Digital coupons are advertised discounts that require shoppers to individually “e-clip” each coupon they want on the store’s website or app usually before they go to the store. Last year, we highlighted the problem with digital coupons [see original story] at supermarkets because they require having the internet or a smartphone to use. That process effectively shuts out millions of non-tech-savvy shoppers including seniors and low-income folks without such access. And thus they are forced to pay higher grocery prices.
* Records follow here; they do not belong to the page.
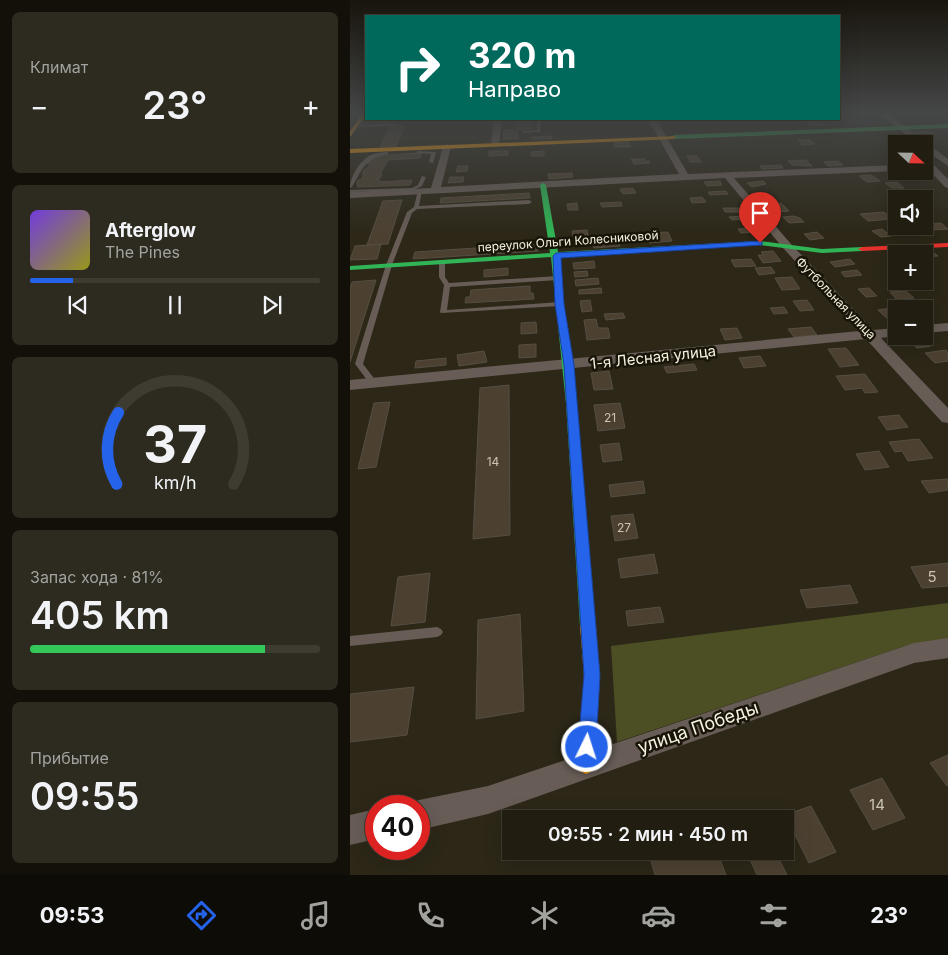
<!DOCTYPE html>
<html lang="ru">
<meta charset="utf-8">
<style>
body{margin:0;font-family:Inter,sans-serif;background:#2d2a1f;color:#f1f3f6;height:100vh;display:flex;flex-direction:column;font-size:19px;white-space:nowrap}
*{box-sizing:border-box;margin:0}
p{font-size:16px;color:#a2a29f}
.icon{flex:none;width:28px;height:28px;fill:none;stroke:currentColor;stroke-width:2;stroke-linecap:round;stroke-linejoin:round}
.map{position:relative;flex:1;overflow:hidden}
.details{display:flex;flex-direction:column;gap:12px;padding:12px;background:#121009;width:350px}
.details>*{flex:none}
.banner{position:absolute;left:15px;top:15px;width:475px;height:105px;border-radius:0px;box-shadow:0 5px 20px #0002,0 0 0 1px #3e3b31;background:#00695c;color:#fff;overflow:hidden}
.needle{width:32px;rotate:112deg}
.buttons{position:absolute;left:538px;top:135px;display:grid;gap:10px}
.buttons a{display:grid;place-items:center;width:45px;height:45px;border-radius:0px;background:#211d11;box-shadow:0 5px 20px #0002,0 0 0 1px #3e3b31;font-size:25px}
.speed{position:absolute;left:15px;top:795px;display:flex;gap:10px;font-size:25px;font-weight:700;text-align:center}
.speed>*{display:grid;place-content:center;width:65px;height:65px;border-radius:50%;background:#211d11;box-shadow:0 5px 20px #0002,0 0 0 1px #3e3b31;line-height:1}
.speed .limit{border:8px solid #d22;background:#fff;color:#111}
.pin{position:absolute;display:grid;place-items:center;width:42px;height:42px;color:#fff;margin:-51px -21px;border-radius:50% 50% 50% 0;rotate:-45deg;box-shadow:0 0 5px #0007}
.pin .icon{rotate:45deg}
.me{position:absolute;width:55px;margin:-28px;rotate:4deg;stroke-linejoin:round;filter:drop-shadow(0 0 4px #0008)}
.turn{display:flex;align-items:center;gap:18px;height:105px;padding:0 20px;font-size:22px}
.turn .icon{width:65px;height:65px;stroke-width:2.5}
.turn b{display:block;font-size:35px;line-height:42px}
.big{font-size:38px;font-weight:600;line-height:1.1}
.details .tile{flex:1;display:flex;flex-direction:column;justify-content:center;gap:8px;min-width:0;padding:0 18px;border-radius:8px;background:#2d2a1f}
.details .dial{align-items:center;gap:0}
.dial svg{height:130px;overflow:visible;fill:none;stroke:#3e3b31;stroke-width:7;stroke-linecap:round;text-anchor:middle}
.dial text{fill:#f1f3f6;stroke:none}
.song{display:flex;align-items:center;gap:15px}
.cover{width:60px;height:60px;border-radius:8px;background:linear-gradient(135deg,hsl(260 70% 55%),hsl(60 70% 35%))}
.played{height:5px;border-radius:2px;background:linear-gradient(90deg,#2563eb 15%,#3e3b31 15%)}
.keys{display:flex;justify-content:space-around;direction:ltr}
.heat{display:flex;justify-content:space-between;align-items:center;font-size:28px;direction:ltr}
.charge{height:8px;border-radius:4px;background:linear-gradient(90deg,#34c759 81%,#3e3b31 0)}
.trip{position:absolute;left:152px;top:810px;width:292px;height:50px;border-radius:0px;background:#211d11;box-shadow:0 5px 20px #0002,0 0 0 1px #3e3b31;font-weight:600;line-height:50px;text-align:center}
.dock{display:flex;height:80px;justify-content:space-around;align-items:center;background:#0d0c07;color:#a2a29f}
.dock .icon{width:35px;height:35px}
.dock .current{color:#2563eb}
.dock b{font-size:22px;color:#f1f3f6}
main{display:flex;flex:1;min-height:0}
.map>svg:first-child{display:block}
</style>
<main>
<section class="details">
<div class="tile"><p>Климат</p>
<div class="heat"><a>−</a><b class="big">23°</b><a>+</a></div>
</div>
<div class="tile">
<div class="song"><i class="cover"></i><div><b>Afterglow</b><p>The Pines</p></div></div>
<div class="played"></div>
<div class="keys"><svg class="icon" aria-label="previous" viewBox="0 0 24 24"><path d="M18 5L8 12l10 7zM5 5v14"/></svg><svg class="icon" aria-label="pause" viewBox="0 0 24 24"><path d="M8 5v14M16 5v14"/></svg><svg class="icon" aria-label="next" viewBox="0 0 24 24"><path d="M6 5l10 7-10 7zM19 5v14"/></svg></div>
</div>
<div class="tile dial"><svg viewBox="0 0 100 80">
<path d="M14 69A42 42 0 1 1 86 69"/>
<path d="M14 69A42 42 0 0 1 15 25" stroke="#2563eb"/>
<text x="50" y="56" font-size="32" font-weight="700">37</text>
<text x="50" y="72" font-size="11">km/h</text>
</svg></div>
<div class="tile"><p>Запас хода · 81%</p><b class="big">405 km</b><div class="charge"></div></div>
<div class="tile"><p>Прибытие</p><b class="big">09:55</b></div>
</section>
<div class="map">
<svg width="598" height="875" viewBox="0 0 598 875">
<rect width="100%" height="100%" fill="#2c2717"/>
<!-- green -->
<path fill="#4c4e24" d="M598,603V641L555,646L267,742L261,646Z"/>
<!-- building -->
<path fill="#4c4131" stroke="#554e42" d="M31,119H44L41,124L27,125Z
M167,119H181V129L167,130Z
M456,121H470L474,125H459Z
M40,126H55L46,146L30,147Z
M154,130H168V139H153Z
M575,131L581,132L585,135L569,136L564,132Z
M202,136V139H182V137Z
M448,140H460L465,144L452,145Z
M279,142L281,147H265L264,143Z
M139,151H158V155L139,156Z
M194,151V156H181V152Z
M66,153L71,154L70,158L38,160L30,174H32L30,178L27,179L32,182L62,180L60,185L7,187L10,185H7V181L13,178V171L19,166L20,164H17L18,162L28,156Z
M337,156H347L351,162H340Z
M281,159H295V162L299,161L300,163L284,164L283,162L286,161H282Z
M456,160L462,166L442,165L438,161Z
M488,161L493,165L478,166L474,162Z
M431,165L433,168L412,169L410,166Z
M108,166H118L117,171L106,172Z
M564,172L568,175L551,177L546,173Z
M222,173L223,177L199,179L198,174Z
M521,175L530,181L517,182L509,176Z
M100,177H114L113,182L98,183Z
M370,181L372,185L357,186L354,182Z
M413,181L416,184L402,187L397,183Z
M547,182L554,188H542L535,183Z
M283,188L286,193L273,194L270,189Z
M376,191L378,194L360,195L358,192Z
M179,193L180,198L90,203L91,198Z
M352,197L356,202L342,203L340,198Z
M52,200L38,244L17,245L33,201Z
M271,202L272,206L252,207L250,203Z
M227,203L228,210H218L217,204Z
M431,203L439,211L427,212L419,205Z
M373,208H389L392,212H375Z
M534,212L542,219L518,221L510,214Z
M395,216L398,219L382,220L379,217Z
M443,216L450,218L454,222L439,223L433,217Z
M591,223L598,229L582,230L575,224Z
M405,228L408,232L391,233L388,229Z
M532,229L541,236L531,237L522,231Z
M237,230L238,235L223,236L222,231Z
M318,232L322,241L299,243L296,233Z
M467,232L474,238L460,240L454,234Z
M238,235L239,240L224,241L223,236Z
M268,240L270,246L244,248L242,242Z
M31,244L27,259L0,260L5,246Z
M187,244L188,251L63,259L65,252Z
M423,251L431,261L413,263L408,255H414L411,252Z
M583,252L588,256L574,257V254L562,253Z
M401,259L406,266L385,267L381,260Z
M500,259L505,264L485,267L480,262Z
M244,261L245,268L224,269L223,263Z
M421,267L425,273L409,275L405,268Z
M158,268V275L134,277V270Z
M507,270L512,275L495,277L491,272Z
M237,271L238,276L225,277L224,272Z
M442,277L450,289L432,290L425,278Z
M248,278L249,284L226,286L225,280Z
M26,280L0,362V288L2,282Z
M180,286V293H183L184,299L115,303L116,297H120L121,290Z
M251,288L252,293L229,294V290Z
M519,288L527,296L516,297L508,289Z
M556,291L564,298L547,300L540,292Z
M240,300L242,311L232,312L230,301Z
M457,300L464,310L450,311L443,301Z
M434,307L438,313L424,314L420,308Z
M541,308L546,314V321L541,322L528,310Z
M273,313L275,318L256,320L254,314Z
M246,319L248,328H258L260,338L237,340L234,320Z
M186,322L187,333L171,334V323Z
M461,327L467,335L444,337L438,329Z
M387,328L392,338L375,340L370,329Z
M571,337L581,346L567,348L557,339Z
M186,344V357L169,358V345Z
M496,348L509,365L490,367L478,349Z
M596,350L598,353V361L585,363L575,353Z
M134,351L137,362L109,366L107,355Z
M410,356L416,366L394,368L389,358Z
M96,358V365L65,368L66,361Z
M344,364L347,370L317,373L314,367Z
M259,371L263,389L244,390L241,373Z
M515,374L528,392L515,393L512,388L495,390L486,376Z
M159,385L160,535L123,539L130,388Z
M40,402L26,467L8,469L24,403Z
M270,403L275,428L248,431L244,405Z
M549,415L558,427L537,430L528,417Z
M569,439L583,458L558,461L552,451L545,452L539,442Z
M269,443L272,460L253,462L250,445Z
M529,451L539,467L515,470L506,454Z
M598,479V490L579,493L571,481Z
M293,481L295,493L261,497L259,485Z
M283,514L288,538L265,541L261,516Z
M304,554L308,573L271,578L268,559Z
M598,563V586L572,588L561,567Z
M80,573L75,622L41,626L48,577Z
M500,585L508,603L457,608L450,590Z
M310,607L314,622L278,626L276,611Z
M170,614L174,711L126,719L128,620Z
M64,687L57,735L0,742V694Z
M598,755V785L597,786L580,763Z
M532,778L555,818L523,830L500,790Z
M461,806L486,852L459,863L435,815Z
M329,851H367L376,875H305L301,861Z
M396,851H425L437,875H407Z"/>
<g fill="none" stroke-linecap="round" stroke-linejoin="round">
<!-- lane -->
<path fill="#675c56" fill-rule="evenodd" d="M187,119H191L190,132L172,133L173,131L187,130Z
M47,124L48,126L6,127L4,126Z
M68,151L86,152L83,163L79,162L81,154L66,153Z
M37,152L39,154C15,158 13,168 2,187L0,188C0,177 10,160 21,155C26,153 32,152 37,152Z
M72,176L76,177L72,186L63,190L0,192V190L62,188L68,185Z
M68,190L72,191L69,206L179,200L182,202L179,204L67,209L62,213L42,265L13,364L27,382L23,384H20L5,364L36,265L57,212L64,207Z
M92,260L95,262V277L99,283L208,276L211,278L208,280L100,287L97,310L210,302L213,304L210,306L91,313L90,312L94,285L89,277V262Z
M87,627L91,629L93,632L91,635L87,637L0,646V636Z"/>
<!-- street -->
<path fill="#675c56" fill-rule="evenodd" d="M529,113H537L598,159V166L574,149V144H567Z
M144,119H152L149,144L145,147L141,144Z
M298,119H306L338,174L546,165V171L384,178L441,244L523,330L546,328V336L531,338L598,408V423L592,422L516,339L0,390V380L509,331L433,248L375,178L0,198V192L81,188L93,147L97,144L101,147L91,187L329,174Z
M581,164L584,165L598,179V188L595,187L578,169V165Z
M598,323V331L574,333V325Z
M598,638V658L564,663L138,814L69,830V806H58L69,800L138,786L564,643Z
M26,809V839L0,845V815Z"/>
<!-- fast -->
<path fill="#30b455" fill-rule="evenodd" d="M598,124V128L324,139L321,137L324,135Z
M193,183L196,185L208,252L410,241L472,249L512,247L516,249L512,251L472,253L410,245L208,257L227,404L246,626L243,630L238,632L233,630L230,626L216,404L201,257L0,270V266L200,253L190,185Z"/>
<!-- slow -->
<path fill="#ff9f0a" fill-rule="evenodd" d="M13,113H16V115L0,137V131Z
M326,136L324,139L0,153V149Z
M238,620L243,622L246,626L250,675L245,765L242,771L236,774L230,771L227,765L234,675L230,626L233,622Z"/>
<!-- jam -->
<path fill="#e5322d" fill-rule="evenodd" d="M598,243V247L512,251L508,249L512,247Z"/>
</g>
<!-- sky -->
<linearGradient id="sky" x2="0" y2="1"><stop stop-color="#18150d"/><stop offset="0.48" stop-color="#454747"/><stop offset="1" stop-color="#454747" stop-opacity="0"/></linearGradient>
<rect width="598" height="235" fill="url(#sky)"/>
<!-- route -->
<path fill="#2563eb" stroke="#184099" d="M410,241L412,242V245L211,258L214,304L224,365L250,675L246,747L243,753L237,755L231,753L228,747L234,675L214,365L205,304L203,256L206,253Z"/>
<g text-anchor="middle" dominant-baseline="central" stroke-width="5" stroke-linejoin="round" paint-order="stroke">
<!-- far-street labels -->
<g font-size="12" fill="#f5f0df" stroke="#181408">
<text transform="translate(218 241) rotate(-4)">переулок Ольги Колесниковой</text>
<text transform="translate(486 298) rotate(46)">Футбольная улица</text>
</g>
<!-- number labels -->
<g font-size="12" fill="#cbc4b4">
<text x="260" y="417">21</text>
<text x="143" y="461">14</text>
<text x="274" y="527">27</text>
</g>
<!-- street labels -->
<g font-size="15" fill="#f5f0df" stroke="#181408">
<text transform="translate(303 357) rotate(-6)">1-я Лесная улица</text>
</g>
<!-- near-number labels -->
<g font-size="15" fill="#cbc4b4">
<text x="582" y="576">5</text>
<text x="527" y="804">14</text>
</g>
<!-- near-street labels -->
<g font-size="18" fill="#f5f0df" stroke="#181408">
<text transform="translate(348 727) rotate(-19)">улица Победы</text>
</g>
</g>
</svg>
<div class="buttons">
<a><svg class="needle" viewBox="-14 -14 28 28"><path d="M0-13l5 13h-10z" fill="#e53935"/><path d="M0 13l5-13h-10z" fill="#a2a29f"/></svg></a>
<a><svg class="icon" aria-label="sound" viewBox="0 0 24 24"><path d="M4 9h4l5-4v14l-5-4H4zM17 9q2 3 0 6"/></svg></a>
<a>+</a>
<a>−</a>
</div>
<div class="speed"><div class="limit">40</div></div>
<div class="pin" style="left:410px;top:243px;background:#d93025"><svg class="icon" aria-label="arrive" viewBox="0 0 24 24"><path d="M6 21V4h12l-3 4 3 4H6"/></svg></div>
<svg class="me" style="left:237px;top:747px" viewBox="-20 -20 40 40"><circle r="17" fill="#2563eb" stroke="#fff" stroke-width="3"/><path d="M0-11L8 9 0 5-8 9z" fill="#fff"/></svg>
<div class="trip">09:55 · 2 мин · 450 m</div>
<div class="banner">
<div class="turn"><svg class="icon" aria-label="right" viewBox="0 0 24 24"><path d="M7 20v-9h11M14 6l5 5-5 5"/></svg><div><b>320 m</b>Направо</div></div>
</div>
</div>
</main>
<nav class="dock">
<b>09:53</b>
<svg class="icon current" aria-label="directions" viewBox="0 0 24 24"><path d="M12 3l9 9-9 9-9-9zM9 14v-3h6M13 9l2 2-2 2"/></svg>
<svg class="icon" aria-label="music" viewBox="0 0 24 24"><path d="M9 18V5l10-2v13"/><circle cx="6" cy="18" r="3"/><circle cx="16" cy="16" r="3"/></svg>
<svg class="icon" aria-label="phone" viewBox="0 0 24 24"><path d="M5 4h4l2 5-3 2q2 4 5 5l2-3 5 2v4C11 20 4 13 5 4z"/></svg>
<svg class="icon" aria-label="climate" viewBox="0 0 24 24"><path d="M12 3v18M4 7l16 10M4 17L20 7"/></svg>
<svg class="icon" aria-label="car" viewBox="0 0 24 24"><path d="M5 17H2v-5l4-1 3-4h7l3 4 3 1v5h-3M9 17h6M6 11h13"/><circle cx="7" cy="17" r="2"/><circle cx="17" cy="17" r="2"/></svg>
<svg class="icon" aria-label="filters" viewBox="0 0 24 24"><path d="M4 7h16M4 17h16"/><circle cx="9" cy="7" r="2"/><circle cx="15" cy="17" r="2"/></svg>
<b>23°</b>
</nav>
Last November, a coalition of national consumer organizations including Consumer World called on the CEOs of a dozen of the largest supermarket chains to offer an in-store, offline alternative so everyone without electronic access could avail themselves of all the weekly sale items offered at their stores. None of the CEOs responded to us.
Now we learned that Stop & Shop, a leading chain in the Northeast with nearly 400 stores, has just begun a test of a way for all shoppers to easily get all the extra weekly digital discounts without having to use the internet or a smartphone. They are installing a kiosk in select stores right near the main entrance where shoppers simply scan their loyalty card or enter their phone number, and all that week’s advertised digital coupon offers from the Stop & Shop circular will be automatically loaded onto the shopper’s account. No more having to go online to find and individually e-clip the digital coupons you want.
See video demonstration
*MOUSE PRINT:
Simplifying all of the above:
That’s all you have to do. The kiosk also provides a printout with special offers for you and a list of some of the digital coupons added to your account. (Suggestion: they need to add all of them to the printout.)
And for those with smartphones, you can check your loyalty card account online to make sure all digital offers have indeed been automatically clipped for you. For example, below you can see that the two digital-only offers shown at the top of this story for chicken parts and ground turkey have been added to MrConsumer’s account just by scanning his loyalty card at the kiosk.
We suggest that Stop & Shop and EntryPoint Communications (the developer of the kiosks and its software) simplify the look of the kiosk. There’s too much going on here with multiple signs, irrelevant offers on the computer screen, a product display, and more. The kiosk should, at least initially, simply emphasize to enter your phone number or scan your loyalty card (with a big arrow pointing to the scanner) to get all the advertised digital coupons added to your account. Period.
To their credit, the companies are going to have people posted at the kiosks to guide shoppers though the process of using the system for several weeks after their introduction.
We salute these companies (and those chains that have already adopted kiosks) for stepping up and offering a simple solution to make digital coupons accessible to everyone.